### Your goal
Find the line containing "Summarize the content" in the data below, then output that line and each one after it exactly, with nothing else.

◆ ◆ ◆ ◆

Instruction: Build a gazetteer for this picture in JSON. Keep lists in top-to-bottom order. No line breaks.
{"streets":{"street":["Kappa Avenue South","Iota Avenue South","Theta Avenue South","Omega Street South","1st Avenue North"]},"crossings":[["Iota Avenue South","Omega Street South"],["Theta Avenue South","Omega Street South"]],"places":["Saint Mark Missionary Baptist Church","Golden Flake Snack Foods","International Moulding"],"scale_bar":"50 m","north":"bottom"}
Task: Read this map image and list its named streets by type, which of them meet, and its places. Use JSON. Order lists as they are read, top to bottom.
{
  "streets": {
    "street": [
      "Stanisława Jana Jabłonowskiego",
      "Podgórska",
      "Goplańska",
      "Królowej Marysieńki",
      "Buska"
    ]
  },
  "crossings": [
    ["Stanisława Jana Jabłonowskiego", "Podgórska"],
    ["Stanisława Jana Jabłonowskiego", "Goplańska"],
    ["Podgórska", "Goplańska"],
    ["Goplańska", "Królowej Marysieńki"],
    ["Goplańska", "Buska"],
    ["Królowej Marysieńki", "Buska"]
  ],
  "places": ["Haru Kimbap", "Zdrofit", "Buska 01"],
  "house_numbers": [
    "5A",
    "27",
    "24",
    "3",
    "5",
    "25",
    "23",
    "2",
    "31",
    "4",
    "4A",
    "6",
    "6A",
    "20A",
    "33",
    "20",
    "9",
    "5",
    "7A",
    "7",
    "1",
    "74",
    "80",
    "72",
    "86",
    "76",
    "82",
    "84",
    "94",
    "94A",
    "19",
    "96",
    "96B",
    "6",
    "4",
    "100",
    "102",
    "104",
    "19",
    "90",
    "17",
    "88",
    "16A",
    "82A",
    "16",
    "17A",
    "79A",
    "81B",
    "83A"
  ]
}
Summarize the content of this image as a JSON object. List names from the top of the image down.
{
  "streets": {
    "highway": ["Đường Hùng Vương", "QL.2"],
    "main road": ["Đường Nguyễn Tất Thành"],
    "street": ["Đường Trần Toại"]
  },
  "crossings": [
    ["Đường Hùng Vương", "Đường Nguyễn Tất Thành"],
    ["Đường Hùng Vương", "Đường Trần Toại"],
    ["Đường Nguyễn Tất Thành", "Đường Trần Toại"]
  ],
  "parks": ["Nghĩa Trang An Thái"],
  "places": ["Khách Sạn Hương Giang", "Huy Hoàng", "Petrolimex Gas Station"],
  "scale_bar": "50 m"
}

◆ ◆ ◆ ◆

### Output for this exercise
Summarize the content of this image as a JSON object. List names from the top of the image down.
{
  "streets": {
    "highway": ["Đường Hùng Vương", "QL.2"],
    "main road": ["Đường Nguyễn Tất Thành"],
    "street": ["Đường Trần Toại"]
  },
  "crossings": [
    ["Đường Hùng Vương", "Đường Nguyễn Tất Thành"],
    ["Đường Hùng Vương", "Đường Trần Toại"],
    ["Đường Nguyễn Tất Thành", "Đường Trần Toại"]
  ],
  "parks": ["Nghĩa Trang An Thái"],
  "places": ["Khách Sạn Hương Giang", "Huy Hoàng", "Petrolimex Gas Station"],
  "scale_bar": "50 m"
}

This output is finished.